Incide a primeira sobre as disposições conjugadas dos artigos 188.º, n.º 4, e 101.º, n.º 2, do Código de Processo Penal. Mais precisamente, pergunta-se se será ou não inconstitucional - por violação dos artigos 18.º, n.º 2, 32.º, n.os 1 e 8, 34.º, n.os 1 e 4, da Constituição - a norma a extrair da leitura combinada da parte final das duas disposições do CPP, quando interpretada no sentido de não impor ao juiz de instrução criminal i) o dever de assinar o auto de transcrição de conversas telefónicas interceptadas e gravadas; e ii) o dever de certificar a conformidade do conteúdo da transcrição com o conteúdo do material gravado.
A segunda questão incide sobre o n.º 3 do artigo 188.º do Código de Processo Penal. Pretende-se com ela saber se será ou não inconstitucional - por violação, ainda, dos artigos 18.º, n.º 2, 32.º, n.os 1 e 8.º, 34.º, n.º 1 e 4.º, da Constituição - a norma contida naquela disposição, quando entendida de forma a permitir a destruição parcial das gravações das conversas telefónicas interceptadas, sem que o escutado as tenha podido ouvir e controlar.
Finalmente, incide a terceira questão sobre o "conjunto normativo integrado pela alínea f) do n.º 1 do artigo 1.º e pelos artigos 358.º e 359.º do CPP". Pergunta-se agora se será ou não inconstitucional desta vez, por violação dos n.os 1 e 5 do artigo 32.º da Constituição - um tal "conjunto normativo", quando interpretado de forma que se "qualifique como não substancial a alteração dos factos relativos aos elementos de factualidade típica e à intenção dolosa do agente".
Cada uma destas questões será examinada separadamente.
A) Do primeiro problema de constitucionalidade: assinatura e certificação dos autos de transcrição de escutas telefónicas. - 6 - Sustentam os recorrentes, nesta primeira questão, que a Constituição impõe ao juiz de instrução criminal que tiver ordenado ou autorizado a intercepção e gravação de conversas ou comunicações telefónicas: i) o dever de assinatura do auto de transcrição das mesmas (auto a que se refere o n.º 3 do artigo 188.º do CPP); ii) o dever de certificação da conformidade de conteúdos (de conformidade entre o conteúdo das gravações e o conteúdo das transcrições).

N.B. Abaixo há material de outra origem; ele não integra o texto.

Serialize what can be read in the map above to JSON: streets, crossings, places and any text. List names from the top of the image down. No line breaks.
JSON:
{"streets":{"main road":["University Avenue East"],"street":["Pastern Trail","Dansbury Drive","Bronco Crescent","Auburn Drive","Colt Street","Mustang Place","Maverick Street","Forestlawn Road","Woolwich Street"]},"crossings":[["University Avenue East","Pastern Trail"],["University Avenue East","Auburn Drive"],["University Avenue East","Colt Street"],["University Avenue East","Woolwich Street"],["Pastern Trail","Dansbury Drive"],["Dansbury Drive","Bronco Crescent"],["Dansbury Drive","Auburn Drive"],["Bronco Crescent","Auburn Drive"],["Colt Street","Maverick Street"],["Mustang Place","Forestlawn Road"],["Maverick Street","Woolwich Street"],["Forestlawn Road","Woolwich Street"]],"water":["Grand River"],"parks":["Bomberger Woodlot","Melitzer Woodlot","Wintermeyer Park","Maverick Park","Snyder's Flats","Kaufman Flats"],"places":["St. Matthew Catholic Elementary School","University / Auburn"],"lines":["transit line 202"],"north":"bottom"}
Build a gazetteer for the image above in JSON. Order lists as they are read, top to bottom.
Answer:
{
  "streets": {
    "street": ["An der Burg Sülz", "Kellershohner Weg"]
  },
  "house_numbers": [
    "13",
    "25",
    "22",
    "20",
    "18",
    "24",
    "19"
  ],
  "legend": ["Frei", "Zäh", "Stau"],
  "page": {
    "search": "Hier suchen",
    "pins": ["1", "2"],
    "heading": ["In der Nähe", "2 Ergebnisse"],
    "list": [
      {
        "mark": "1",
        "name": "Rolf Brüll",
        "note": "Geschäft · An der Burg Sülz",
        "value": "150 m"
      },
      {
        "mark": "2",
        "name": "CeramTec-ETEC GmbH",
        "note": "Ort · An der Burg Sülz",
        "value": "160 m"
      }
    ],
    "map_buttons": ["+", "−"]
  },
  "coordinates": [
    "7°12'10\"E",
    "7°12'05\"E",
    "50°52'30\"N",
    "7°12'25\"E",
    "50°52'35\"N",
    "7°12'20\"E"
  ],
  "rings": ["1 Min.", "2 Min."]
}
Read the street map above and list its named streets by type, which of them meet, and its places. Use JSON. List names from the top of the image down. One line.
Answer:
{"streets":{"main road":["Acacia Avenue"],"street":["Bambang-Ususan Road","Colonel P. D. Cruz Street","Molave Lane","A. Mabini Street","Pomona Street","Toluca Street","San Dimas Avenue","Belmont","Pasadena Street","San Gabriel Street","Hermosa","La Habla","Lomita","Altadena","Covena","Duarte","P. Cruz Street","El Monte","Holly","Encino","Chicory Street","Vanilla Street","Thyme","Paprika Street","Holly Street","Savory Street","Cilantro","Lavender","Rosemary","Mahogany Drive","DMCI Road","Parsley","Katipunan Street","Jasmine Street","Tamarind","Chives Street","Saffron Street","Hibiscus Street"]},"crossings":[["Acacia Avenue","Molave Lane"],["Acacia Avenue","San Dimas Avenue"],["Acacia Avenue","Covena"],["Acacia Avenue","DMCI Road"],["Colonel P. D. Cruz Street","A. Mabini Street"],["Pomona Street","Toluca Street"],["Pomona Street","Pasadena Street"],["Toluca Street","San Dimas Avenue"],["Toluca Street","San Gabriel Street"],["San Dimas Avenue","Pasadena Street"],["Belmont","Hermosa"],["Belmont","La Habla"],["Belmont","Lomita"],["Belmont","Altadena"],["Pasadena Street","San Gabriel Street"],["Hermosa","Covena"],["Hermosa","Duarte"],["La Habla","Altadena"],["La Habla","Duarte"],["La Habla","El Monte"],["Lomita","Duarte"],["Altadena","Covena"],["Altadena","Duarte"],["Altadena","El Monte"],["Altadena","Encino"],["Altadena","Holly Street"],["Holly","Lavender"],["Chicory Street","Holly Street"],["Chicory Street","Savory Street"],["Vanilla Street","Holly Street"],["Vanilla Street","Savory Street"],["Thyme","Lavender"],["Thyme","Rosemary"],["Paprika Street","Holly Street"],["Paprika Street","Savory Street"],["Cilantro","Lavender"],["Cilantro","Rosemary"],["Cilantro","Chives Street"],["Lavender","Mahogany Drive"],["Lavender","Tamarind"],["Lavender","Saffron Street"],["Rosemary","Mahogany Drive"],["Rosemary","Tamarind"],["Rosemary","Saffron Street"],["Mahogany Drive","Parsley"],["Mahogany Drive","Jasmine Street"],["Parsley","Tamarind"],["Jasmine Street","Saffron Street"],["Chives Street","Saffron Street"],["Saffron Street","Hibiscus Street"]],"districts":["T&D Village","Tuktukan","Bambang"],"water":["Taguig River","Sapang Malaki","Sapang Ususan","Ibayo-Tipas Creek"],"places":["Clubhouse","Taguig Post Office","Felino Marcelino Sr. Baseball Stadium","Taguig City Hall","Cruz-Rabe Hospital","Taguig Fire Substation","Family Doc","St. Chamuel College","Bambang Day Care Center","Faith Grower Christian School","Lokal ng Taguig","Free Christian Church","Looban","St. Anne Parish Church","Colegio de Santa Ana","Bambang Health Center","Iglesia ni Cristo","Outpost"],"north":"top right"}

Alegam os recorrentes que tais deveres decorrem antes do mais da lei ordinária, pois que - dizem - é clara a sua consagração na parte final do n.º 4 do artigo 188.º e na parte final n.º 2 do artigo 101.º do CPP.
Dispõe o n.º 4 do artigo 188.º:
"Para efeitos do disposto do número anterior, o juiz pode ser coadjuvado, quando entender conveniente, por órgão de polícia criminal, podendo nomear, se necessário, intérprete. À transcrição aplica-se, com as necessárias adaptações, o disposto no artigo 101.º, n.º 2 e 3." (Itálico aditado.)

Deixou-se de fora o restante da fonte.